DATASET RECORDS.
+===+
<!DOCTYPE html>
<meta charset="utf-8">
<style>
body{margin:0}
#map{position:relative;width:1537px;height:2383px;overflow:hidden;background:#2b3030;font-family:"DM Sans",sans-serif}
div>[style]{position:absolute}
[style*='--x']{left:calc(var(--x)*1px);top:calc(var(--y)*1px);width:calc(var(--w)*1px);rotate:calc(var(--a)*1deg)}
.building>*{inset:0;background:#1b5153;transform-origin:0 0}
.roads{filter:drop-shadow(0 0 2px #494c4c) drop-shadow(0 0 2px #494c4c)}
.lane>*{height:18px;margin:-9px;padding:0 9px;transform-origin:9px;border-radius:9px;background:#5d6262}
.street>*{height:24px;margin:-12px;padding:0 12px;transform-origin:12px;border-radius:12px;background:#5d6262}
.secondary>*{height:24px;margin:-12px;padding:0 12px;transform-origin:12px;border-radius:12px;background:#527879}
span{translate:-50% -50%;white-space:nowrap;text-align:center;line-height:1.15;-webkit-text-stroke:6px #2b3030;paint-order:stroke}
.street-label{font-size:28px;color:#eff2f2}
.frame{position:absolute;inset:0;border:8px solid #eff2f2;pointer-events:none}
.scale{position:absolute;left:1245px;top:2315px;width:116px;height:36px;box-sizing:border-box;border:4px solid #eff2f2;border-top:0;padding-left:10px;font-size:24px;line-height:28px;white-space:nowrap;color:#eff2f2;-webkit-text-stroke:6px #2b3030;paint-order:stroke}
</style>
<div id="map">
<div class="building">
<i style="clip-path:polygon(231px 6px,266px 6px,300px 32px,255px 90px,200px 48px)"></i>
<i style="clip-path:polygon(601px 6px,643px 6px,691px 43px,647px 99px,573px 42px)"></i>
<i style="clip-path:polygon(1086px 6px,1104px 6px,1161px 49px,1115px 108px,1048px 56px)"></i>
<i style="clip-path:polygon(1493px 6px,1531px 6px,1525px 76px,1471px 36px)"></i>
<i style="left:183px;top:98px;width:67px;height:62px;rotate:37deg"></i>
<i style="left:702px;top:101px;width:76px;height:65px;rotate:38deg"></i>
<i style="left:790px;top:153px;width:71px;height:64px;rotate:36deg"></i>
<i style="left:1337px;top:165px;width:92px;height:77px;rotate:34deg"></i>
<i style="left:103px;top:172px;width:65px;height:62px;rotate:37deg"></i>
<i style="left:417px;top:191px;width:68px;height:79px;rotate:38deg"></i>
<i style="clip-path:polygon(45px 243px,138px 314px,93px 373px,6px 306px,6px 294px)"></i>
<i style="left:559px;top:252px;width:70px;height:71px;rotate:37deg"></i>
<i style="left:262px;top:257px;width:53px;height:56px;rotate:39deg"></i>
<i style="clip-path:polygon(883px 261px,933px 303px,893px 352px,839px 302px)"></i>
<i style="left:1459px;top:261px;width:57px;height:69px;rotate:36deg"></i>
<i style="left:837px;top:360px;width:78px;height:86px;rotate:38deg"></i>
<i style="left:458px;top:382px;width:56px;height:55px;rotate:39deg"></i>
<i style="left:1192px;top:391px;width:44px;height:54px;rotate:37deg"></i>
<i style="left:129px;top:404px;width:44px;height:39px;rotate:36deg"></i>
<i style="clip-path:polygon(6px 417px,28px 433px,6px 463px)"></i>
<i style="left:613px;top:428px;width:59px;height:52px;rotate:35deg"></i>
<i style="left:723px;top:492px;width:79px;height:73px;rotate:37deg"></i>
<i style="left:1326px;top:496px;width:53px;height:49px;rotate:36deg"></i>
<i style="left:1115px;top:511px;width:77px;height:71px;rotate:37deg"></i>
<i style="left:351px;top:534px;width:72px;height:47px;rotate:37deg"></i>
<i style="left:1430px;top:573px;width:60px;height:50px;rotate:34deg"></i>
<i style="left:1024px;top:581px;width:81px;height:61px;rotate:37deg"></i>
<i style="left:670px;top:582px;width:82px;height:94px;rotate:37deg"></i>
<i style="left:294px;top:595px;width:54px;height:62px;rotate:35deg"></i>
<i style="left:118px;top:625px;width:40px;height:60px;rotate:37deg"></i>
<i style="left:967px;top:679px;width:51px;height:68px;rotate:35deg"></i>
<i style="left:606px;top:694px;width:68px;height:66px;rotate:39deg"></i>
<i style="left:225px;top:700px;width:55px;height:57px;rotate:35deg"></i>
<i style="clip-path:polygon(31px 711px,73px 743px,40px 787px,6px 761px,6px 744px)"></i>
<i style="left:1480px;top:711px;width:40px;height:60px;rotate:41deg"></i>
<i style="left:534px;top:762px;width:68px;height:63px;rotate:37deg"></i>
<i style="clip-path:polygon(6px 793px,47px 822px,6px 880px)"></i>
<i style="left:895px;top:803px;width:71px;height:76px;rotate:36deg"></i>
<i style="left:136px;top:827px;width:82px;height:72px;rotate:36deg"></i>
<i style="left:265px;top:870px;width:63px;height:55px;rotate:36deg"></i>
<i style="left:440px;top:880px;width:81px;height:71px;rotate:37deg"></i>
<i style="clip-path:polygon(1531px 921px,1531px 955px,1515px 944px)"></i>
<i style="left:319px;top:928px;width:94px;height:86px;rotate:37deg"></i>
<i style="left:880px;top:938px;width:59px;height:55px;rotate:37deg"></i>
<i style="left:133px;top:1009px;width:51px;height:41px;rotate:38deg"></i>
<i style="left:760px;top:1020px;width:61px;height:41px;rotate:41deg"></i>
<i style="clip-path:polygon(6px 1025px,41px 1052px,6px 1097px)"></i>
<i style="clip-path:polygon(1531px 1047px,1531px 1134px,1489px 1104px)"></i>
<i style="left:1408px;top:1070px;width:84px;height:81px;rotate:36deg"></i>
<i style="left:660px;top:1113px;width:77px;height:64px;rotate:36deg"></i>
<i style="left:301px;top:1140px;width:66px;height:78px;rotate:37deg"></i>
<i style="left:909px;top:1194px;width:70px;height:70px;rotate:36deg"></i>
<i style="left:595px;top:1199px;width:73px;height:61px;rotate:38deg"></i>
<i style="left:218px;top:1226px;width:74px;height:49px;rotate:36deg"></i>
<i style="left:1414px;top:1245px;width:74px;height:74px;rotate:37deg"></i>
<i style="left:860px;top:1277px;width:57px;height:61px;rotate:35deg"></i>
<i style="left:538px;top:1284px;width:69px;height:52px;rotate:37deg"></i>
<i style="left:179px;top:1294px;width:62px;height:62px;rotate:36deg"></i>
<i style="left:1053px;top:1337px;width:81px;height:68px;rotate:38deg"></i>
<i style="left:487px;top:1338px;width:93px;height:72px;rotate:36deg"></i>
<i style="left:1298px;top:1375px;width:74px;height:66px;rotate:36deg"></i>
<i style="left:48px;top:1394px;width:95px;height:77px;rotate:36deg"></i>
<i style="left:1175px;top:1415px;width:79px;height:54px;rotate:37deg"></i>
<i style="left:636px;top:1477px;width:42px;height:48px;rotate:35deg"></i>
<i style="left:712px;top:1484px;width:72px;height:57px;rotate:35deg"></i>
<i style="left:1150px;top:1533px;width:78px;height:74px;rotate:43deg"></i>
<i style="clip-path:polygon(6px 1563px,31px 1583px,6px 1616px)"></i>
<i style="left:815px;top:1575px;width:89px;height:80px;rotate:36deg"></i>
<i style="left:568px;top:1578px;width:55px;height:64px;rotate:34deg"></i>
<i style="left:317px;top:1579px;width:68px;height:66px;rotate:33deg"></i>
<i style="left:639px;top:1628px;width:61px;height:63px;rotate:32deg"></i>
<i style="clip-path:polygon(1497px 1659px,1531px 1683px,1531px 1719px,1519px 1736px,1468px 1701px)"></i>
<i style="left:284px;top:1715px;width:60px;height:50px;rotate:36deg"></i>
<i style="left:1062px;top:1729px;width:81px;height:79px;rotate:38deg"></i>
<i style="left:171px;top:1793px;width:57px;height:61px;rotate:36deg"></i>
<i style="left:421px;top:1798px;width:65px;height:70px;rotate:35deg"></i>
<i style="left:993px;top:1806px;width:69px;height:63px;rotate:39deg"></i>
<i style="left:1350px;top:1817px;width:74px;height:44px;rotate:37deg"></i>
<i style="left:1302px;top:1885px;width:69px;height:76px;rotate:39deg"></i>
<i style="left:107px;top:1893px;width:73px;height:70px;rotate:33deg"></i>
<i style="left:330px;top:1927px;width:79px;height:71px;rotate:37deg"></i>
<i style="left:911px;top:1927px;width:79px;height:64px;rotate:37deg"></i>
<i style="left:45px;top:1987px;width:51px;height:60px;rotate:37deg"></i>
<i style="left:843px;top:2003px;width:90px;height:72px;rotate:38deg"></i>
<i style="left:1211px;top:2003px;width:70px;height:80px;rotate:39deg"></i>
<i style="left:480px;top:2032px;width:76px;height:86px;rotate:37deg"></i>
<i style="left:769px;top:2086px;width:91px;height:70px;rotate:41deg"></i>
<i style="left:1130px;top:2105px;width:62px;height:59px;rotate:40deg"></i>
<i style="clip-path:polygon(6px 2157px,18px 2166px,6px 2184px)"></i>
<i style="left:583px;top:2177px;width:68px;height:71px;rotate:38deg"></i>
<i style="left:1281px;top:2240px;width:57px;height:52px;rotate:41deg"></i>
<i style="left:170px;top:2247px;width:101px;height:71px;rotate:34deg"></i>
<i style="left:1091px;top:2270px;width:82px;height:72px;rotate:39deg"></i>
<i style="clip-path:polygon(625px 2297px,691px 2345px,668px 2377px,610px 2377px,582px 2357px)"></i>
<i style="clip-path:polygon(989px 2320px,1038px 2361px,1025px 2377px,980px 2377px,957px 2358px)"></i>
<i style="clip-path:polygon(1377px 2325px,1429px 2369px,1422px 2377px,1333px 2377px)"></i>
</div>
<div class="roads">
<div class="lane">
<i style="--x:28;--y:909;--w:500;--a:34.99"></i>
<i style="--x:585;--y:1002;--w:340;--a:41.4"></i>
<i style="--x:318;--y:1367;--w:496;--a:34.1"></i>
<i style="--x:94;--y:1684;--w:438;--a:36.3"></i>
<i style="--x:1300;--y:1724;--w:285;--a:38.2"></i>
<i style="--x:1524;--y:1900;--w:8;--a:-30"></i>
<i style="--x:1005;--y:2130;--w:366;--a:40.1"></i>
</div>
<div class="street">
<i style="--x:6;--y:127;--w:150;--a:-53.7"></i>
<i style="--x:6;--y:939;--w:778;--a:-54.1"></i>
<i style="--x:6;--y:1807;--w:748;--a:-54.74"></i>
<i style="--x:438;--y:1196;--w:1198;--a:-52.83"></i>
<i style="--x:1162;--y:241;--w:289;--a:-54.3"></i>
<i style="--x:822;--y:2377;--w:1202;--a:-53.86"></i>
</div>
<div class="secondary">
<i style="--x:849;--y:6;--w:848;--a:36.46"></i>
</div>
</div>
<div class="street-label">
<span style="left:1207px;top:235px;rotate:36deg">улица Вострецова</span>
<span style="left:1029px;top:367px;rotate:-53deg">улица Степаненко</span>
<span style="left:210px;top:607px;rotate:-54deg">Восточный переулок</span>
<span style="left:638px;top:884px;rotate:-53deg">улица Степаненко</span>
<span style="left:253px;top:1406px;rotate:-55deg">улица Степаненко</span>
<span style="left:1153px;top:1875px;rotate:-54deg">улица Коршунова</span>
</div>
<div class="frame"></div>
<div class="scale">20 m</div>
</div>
+===+
WHAT TO WORK ON.
Your output must be the lines of the material above, from the first through the line that contains "2px #494c4c) drop-shadow(0", copied exactly. Include both endpoints and nothing else.

RESULT OF THIS TASK.
<!DOCTYPE html>
<meta charset="utf-8">
<style>
body{margin:0}
#map{position:relative;width:1537px;height:2383px;overflow:hidden;background:#2b3030;font-family:"DM Sans",sans-serif}
div>[style]{position:absolute}
[style*='--x']{left:calc(var(--x)*1px);top:calc(var(--y)*1px);width:calc(var(--w)*1px);rotate:calc(var(--a)*1deg)}
.building>*{inset:0;background:#1b5153;transform-origin:0 0}
.roads{filter:drop-shadow(0 0 2px #494c4c) drop-shadow(0 0 2px #494c4c)}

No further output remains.